** Extracted data **
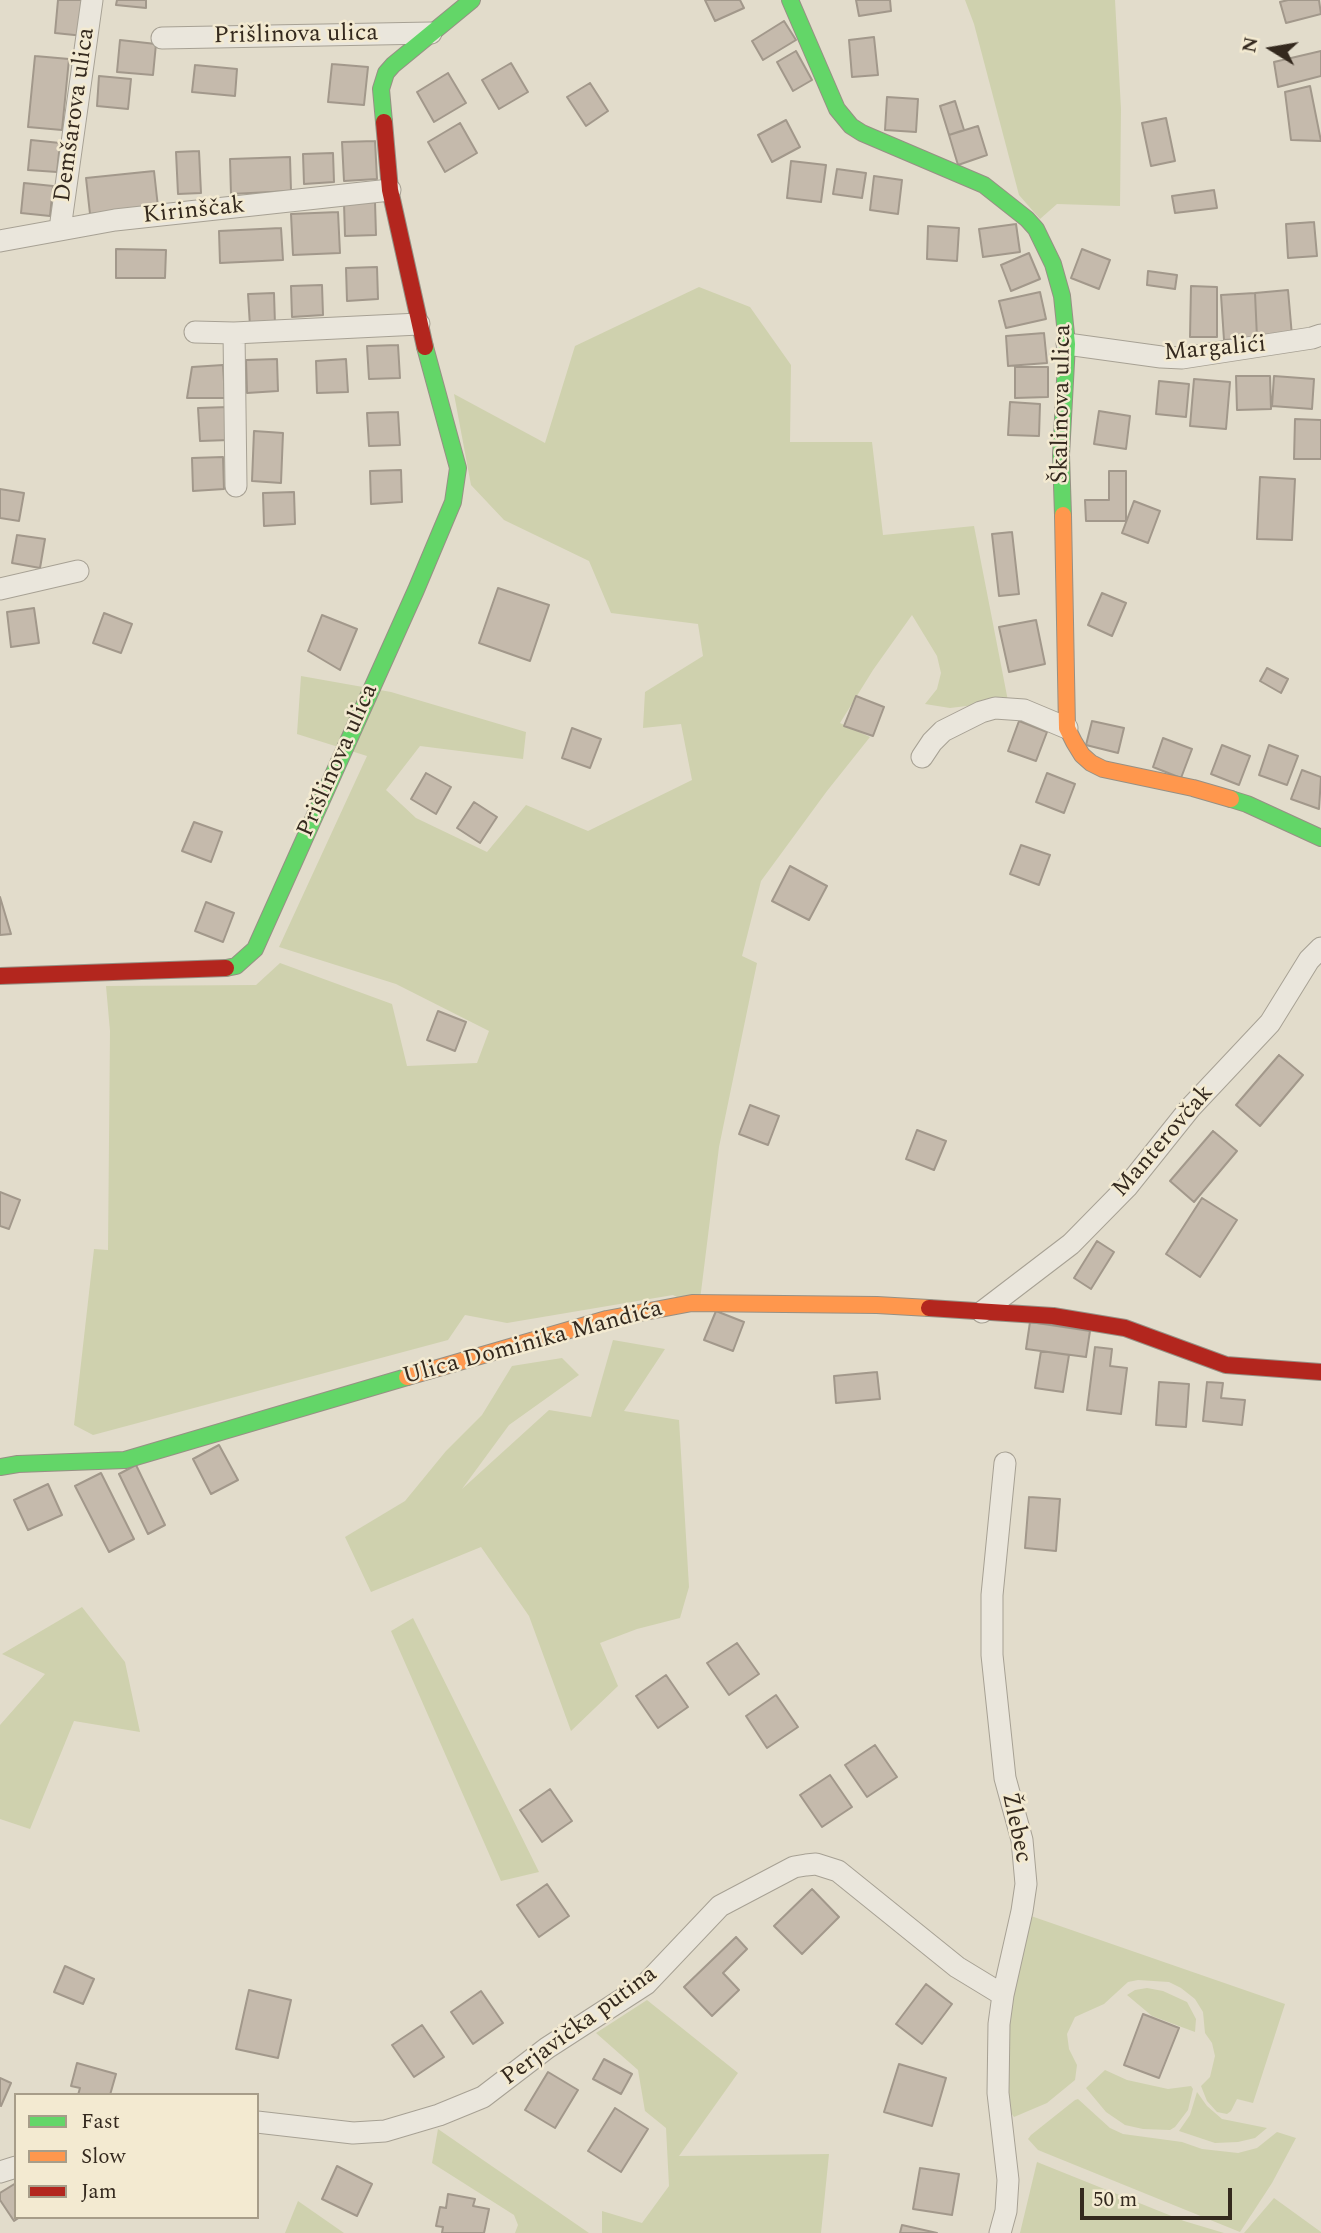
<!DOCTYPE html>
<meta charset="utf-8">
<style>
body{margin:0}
#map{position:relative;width:1321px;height:2233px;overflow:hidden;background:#e2dccb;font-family:Spectral,serif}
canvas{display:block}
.legend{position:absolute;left:14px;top:2093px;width:245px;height:126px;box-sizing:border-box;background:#f3ead1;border:2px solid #a79d89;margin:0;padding:9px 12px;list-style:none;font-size:21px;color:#34291e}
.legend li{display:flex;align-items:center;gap:14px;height:35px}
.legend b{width:35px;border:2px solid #a79d89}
.north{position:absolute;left:1237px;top:14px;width:70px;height:70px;-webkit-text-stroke:5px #f3ead1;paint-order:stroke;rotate:281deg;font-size:19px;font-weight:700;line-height:28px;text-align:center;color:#34291e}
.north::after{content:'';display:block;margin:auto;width:24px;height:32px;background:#34291e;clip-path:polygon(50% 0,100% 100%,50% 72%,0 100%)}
.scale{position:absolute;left:1080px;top:2188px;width:152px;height:32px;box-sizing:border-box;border:4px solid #34291e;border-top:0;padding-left:9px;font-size:21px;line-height:24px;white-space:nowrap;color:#34291e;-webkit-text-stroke:5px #f3ead1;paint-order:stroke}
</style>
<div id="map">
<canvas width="1321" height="2233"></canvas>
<ul class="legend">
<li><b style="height:9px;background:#63d668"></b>Fast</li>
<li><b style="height:9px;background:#ff974d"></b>Slow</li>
<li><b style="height:9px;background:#b3261e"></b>Jam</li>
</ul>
<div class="north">N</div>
<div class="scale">50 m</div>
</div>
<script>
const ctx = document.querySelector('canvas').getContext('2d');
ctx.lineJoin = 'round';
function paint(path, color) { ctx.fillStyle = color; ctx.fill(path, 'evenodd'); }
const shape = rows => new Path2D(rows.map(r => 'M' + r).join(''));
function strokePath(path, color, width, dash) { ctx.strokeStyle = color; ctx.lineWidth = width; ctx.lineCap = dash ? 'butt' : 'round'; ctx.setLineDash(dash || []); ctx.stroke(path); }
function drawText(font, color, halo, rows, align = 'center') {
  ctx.font = font + ' Spectral,serif'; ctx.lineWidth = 5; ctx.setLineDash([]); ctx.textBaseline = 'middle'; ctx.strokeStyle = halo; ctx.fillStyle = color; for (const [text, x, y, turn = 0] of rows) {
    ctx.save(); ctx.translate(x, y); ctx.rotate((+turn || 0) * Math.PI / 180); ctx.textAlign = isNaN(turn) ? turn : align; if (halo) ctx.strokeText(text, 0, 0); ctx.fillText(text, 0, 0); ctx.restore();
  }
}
const green = shape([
 [965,0,1115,0,1121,109,1120,206,1057,204,1040,219,1019,195,974,24],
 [699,287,750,307,791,365,790,442,872,442,883,535,974,526,1008,701,950,708,925,704,937,689,941,673,937,656,912,615,873,670,840,723,870,737,827,791,761,881,742,956,757,963,719,1147,699,1308,673,1295,507,1323,465,1315,448,1340,93,1435,74,1425,94,1249,108,1250,110,1031,106,986,256,985,280,963,392,1004,407,1066,477,1063,489,1031,396,984,279,947,367,756,297,734,301,676,391,692,526,732,523,759,420,746,386,790,416,818,487,852,526,805,588,831,692,780,681,724,643,728,645,692,703,656,698,624,611,613,589,561,504,520,471,485,454,394,545,443,575,346],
 [613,1340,665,1349,624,1411,679,1420,689,1587,680,1618,637,1629,600,1643,618,1686,571,1731,529,1616,481,1547,371,1592,345,1537,405,1501,446,1451,482,1415,512,1366,562,1358,579,1375,509,1425,462,1489,549,1410,591,1417],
 [82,1607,125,1662,140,1732,74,1721,30,1829,0,1819,0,1725,45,1674,2,1654],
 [413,1618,492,1777,539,1872,501,1881,391,1631],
 [1031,1916,1285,2004,1253,2103,1237,2099,1231,2111,1227,2114,1217,2112,1207,2101,1201,2086,1210,2077,1215,2056,1212,2043,1205,2033,1203,2012,1195,1999,1181,1988,1169,1982,1138,1980,1128,1982,1104,2004,1075,2017,1067,2034,1069,2049,1077,2065,1075,2080,1047,2103,1014,2117,1008,2109,1009,2027,1011,2002],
 [1147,1988,1163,1991,1187,2002,1196,2019,1195,2032,1152,2016,1127,1995,1135,1990],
 [647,2000,738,2073,679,2156,829,2154,821,2233,602,2233,602,2211,642,2223,669,2186,666,2128,645,2111,638,2070,596,2033],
 [1105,2070,1127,2080,1168,2089,1191,2086,1193,2089,1188,2110,1175,2127,1170,2130,1143,2129,1125,2125,1106,2112,1086,2088],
 [1197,2092,1207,2106,1222,2119,1267,2128,1255,2138,1238,2142,1215,2143,1179,2131,1190,2115],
 [1078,2099,1110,2128,1123,2134,1182,2142,1202,2149,1238,2153,1257,2148,1277,2132,1296,2138,1272,2183,1240,2232,1038,2150,1028,2139,1031,2135,1075,2100],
 [438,2129,589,2233,515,2233,518,2225,514,2215,432,2163],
 [1037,2162,1184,2221,1224,2233,1020,2233],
 [1274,2198,1321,2232,1321,2233,1244,2233],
 [298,2201,344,2233,285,2233]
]);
const building = shape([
 [58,0,87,0,84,36,55,33,58,0],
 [117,0,146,0,146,8,116,5,117,0],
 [705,0,740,0,744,8,715,21,705,0],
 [856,0,890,0,891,11,859,16,856,0],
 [1288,0,1319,0,1321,14,1286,23,1280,2,1288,0],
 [784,21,796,40,763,60,752,41,784,21],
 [874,37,878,75,852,77,849,40,874,37],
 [120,40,156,44,153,75,117,72,120,40],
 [796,51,812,80,793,91,777,62,796,51],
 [1321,51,1321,76,1278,87,1274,62,1321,51],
 [35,56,69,59,62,130,28,127,35,56],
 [511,63,528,92,499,109,482,80,511,63],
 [332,64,368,67,364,105,328,102,332,64],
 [195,65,237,69,235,96,192,92,195,65],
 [448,73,466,103,434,122,417,92,448,73],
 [99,76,131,79,128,109,97,106,99,76],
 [590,83,608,111,586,126,567,97,590,83],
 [1310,86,1321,141,1291,140,1285,92,1310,86],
 [887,97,918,99,916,132,885,130,887,97],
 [955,101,964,130,949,135,940,106,955,101],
 [1166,118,1175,161,1151,166,1142,123,1166,118],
 [786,120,800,147,772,162,758,135,786,120],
 [460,123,477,153,445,172,428,142,460,123],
 [978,126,987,155,958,165,949,135,978,126],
 [31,140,60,143,57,172,28,170,31,140],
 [375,141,377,179,344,181,342,142,375,141],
 [199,151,201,193,178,194,176,152,199,151],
 [333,153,334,182,304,184,303,154,333,153],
 [290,157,291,191,231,194,230,159,290,157],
 [791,161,826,165,821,202,787,198,791,161],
 [837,169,866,173,862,198,833,194,837,169],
 [154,171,158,207,90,214,86,178,154,171],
 [874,176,902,180,898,214,870,210,874,176],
 [24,183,53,186,50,216,21,213,24,183],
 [1214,190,1217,208,1175,213,1172,196,1214,190],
 [375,202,376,235,345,236,344,203,375,202],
 [338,212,340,253,293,255,291,214,338,212],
 [1314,222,1317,256,1288,258,1286,224,1314,222],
 [1016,224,1020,252,983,257,979,229,1016,224],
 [928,226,959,228,957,261,927,259,928,226],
 [281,228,283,260,220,263,219,231,281,228],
 [116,249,166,250,165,278,116,278,116,249],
 [1082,249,1110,260,1099,289,1071,278,1082,249],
 [1029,253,1040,279,1011,291,1001,265,1029,253],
 [377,267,378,299,347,301,346,268,377,267],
 [1148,271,1177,275,1175,289,1147,285,1148,271],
 [322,285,323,315,292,317,291,286,322,285],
 [1191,286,1217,287,1217,337,1190,337,1191,286],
 [1288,290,1292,336,1257,338,1255,293,1288,290],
 [1040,292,1046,319,1006,328,999,301,1040,292],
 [274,293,275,325,250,326,248,294,274,293],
 [1255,293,1257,338,1224,340,1221,295,1255,293],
 [1044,333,1047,363,1008,366,1006,336,1044,333],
 [398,345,400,378,369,379,367,346,398,345],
 [277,359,278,391,247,393,246,360,277,359],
 [346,359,348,392,317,393,316,361,346,359],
 [223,365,225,398,187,398,192,367,223,365],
 [1015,367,1048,367,1048,397,1015,398,1015,367],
 [1236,376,1270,376,1271,409,1237,410,1236,376],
 [1274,376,1314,379,1312,409,1272,406,1274,376],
 [1194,379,1230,382,1226,429,1190,426,1194,379],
 [1159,381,1189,384,1186,417,1156,414,1159,381],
 [1010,402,1040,404,1039,436,1008,435,1010,402],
 [229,407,230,440,200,441,198,408,229,407],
 [1099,411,1130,416,1126,449,1094,444,1099,411],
 [398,412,400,445,369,446,367,413,398,412],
 [1295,419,1321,420,1321,459,1294,459,1295,419],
 [254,431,283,433,281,483,252,481,254,431],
 [223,457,224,489,193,491,192,458,223,457],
 [401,470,402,502,371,504,370,471,401,470],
 [1109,471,1126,471,1126,521,1086,521,1085,500,1109,500,1109,471],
 [1260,477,1295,479,1292,540,1257,539,1260,477],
 [0,489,24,493,19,521,0,518,0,489],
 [294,492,295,524,264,526,263,493,294,492],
 [1134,501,1160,511,1148,543,1122,533,1134,501],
 [1012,532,1019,594,999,596,992,534,1012,532],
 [17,535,45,539,40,568,12,563,17,535],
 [498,588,549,605,530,661,479,643,498,588],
 [1102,593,1126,603,1112,636,1088,625,1102,593],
 [34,608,39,643,11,647,7,612,34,608],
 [104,613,132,624,121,653,93,643,104,613],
 [322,615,357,629,340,670,308,651,322,615],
 [1036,620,1045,664,1009,672,999,627,1036,620],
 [1267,668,1288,679,1281,693,1260,681,1267,668],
 [856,696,884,707,873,736,844,726,856,696],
 [1019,721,1047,732,1036,761,1008,751,1019,721],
 [1092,721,1124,728,1118,753,1086,745,1092,721],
 [572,728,601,739,590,768,562,758,572,728],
 [1163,738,1192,749,1181,778,1153,767,1163,738],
 [1222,745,1250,756,1239,785,1211,774,1222,745],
 [1269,745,1298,756,1287,785,1259,775,1269,745],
 [1302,770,1321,777,1319,809,1291,799,1302,770],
 [426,773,451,787,436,814,411,799,426,773],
 [1047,773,1075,784,1064,813,1036,802,1047,773],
 [474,802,497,817,480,843,457,828,474,802],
 [194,822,222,832,211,862,182,851,194,822],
 [1021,845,1050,855,1039,885,1010,874,1021,845],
 [790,866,827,886,809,920,772,901,790,866],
 [0,897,11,934,0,935,0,897],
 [206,902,234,913,223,942,195,931,206,902],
 [438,1011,466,1022,455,1051,427,1040,438,1011],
 [1279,1055,1303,1075,1260,1126,1236,1105,1279,1055],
 [750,1105,779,1116,768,1145,739,1134,750,1105],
 [917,1130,946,1141,934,1170,906,1159,917,1130],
 [1213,1131,1237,1151,1194,1202,1170,1181,1213,1131],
 [0,1192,20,1200,9,1229,0,1226,0,1192],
 [1202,1198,1237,1220,1200,1277,1166,1254,1202,1198],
 [1097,1241,1114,1252,1091,1289,1074,1278,1097,1241],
 [716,1311,744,1322,733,1351,704,1340,716,1311],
 [1030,1322,1090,1331,1086,1357,1026,1349,1030,1322],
 [1095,1347,1112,1349,1110,1366,1127,1368,1121,1414,1087,1410,1095,1347],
 [1041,1351,1069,1355,1063,1392,1035,1388,1041,1351],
 [877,1372,880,1399,836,1403,834,1376,877,1372],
 [1159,1382,1189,1384,1186,1427,1156,1425,1159,1382],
 [1207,1382,1223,1383,1221,1398,1245,1400,1242,1425,1203,1421,1207,1382],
 [219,1445,238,1480,211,1494,193,1459,219,1445],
 [136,1465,165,1525,148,1534,119,1474,136,1465],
 [101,1473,134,1539,109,1552,75,1486,101,1473],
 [48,1484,62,1515,28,1530,14,1500,48,1484],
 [1029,1497,1060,1499,1056,1551,1025,1548,1029,1497],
 [737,1643,759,1674,729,1695,707,1663,737,1643],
 [666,1675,688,1707,658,1728,636,1696,666,1675],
 [776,1695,798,1727,767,1748,746,1716,776,1695],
 [875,1745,897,1777,867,1797,845,1765,875,1745],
 [830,1775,852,1807,822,1827,800,1795,830,1775],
 [550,1789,572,1821,542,1842,520,1810,550,1789],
 [547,1884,569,1916,539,1937,517,1905,547,1884],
 [812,1889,839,1917,802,1954,774,1926,812,1889],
 [736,1937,747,1949,723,1973,739,1990,712,2016,684,1987,736,1937],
 [65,1966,94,1979,83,2004,54,1992,65,1966],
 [926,1984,952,2004,922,2044,896,2024,926,1984],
 [249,1990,291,2000,278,2058,236,2049,249,1990],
 [481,1991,503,2023,473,2044,451,2012,481,1991],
 [1143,2014,1179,2028,1159,2078,1124,2065,1143,2014],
 [422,2025,444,2057,414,2077,392,2045,422,2025],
 [604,2059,632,2074,621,2094,593,2079,604,2059],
 [77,2063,116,2074,110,2095,78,2095,80,2088,71,2086,77,2063],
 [899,2064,946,2078,932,2126,884,2112,899,2064],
 [548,2072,578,2090,555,2128,525,2110,548,2072],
 [0,2078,11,2083,1,2106,0,2105,0,2078],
 [615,2108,648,2129,621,2172,588,2151,615,2108],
 [337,2166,372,2184,357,2216,322,2199,337,2166],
 [920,2168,959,2174,952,2215,913,2209,920,2168],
 [16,2183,16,2217,20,2217,14,2221,0,2200,0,2193,16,2183],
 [448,2194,475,2199,473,2206,489,2209,484,2233,442,2233,443,2227,436,2226,440,2207,446,2208,448,2194],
 [902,2225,937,2233,900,2233,902,2225]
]);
const street = shape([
 [162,38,431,33],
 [60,229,92,0],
 [0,241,115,220,390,190],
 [195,332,234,333,419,324],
 [234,333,236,486],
 [1067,344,1161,357,1182,358,1312,338,1321,335],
 [0,589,78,571],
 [922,757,932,742,943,731,981,712,995,708,1024,710,1067,728],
 [982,1312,1071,1244,1127,1187,1191,1107,1270,1023,1309,960,1321,948],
 [257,2122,353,2133,385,2131,439,2115,483,2097,547,2048,646,1984,720,1906,794,1867,806,1865,816,1864,838,1871,957,1967,1003,1995],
 [0,2172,16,2167],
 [1000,2233,1006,2211,1008,2180,998,2093,999,2024,1003,1995,1022,1911,1026,1884,1022,1840,1005,1778,992,1655,992,1595,1005,1463]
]);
const fast = shape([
 [790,0,837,109,851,126,862,133,984,185,1027,219,1036,229,1053,264,1062,296,1067,344,1061,455,1063,515],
 [384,122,381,89,386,73,393,65,472,0],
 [1231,799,1247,804,1321,838],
 [226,968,236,966,255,949,416,590,453,502,458,468,425,347],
 [0,1467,18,1464,125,1460,407,1377]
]);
const slow = shape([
 [1063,515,1067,728,1074,742,1082,755,1091,763,1103,769,1193,788,1231,799],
 [407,1377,607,1319,692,1303,877,1305,929,1308]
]);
const jam = shape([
 [384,122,390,190,425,347],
 [0,976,226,968],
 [929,1308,1053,1316,1125,1328,1226,1365,1321,1372]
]);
const streetNames = [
 ["Prišlinova ulica",296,36,-1],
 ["Demšarova ulica",76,115,-82],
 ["Kirinščak",194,212,-6],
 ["Margalići",1215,350,-5],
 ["Škalinova ulica",1063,404,-89],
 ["Prišlinova ulica",339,761,-66],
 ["Manterovčak",1164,1142,-49],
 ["Ulica Dominika Mandića",533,1344,-15],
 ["Žlebec",1015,1828,78],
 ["Perjavička putina",580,2027,-36]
];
paint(green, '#cfd1ae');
paint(building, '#c5baac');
strokePath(building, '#a2988b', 2);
strokePath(street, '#a7a194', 23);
strokePath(fast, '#969084', 18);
strokePath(slow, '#969084', 18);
strokePath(jam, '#969084', 18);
strokePath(street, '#eae6dc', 21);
strokePath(fast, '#63d668', 16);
strokePath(slow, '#ff974d', 16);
strokePath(jam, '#b3261e', 16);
drawText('24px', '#34291e', '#f3ead1', streetNames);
</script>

** Instructions to follow **
List all lines in the material containing the string "function".

** Task answer **
function paint(path, color) { ctx.fillStyle = color; ctx.fill(path, 'evenodd'); }
function strokePath(path, color, width, dash) { ctx.strokeStyle = color; ctx.lineWidth = width; ctx.lineCap = dash ? 'butt' : 'round'; ctx.setLineDash(dash || []); ctx.stroke(path); }
function drawText(font, color, halo, rows, align = 'center') {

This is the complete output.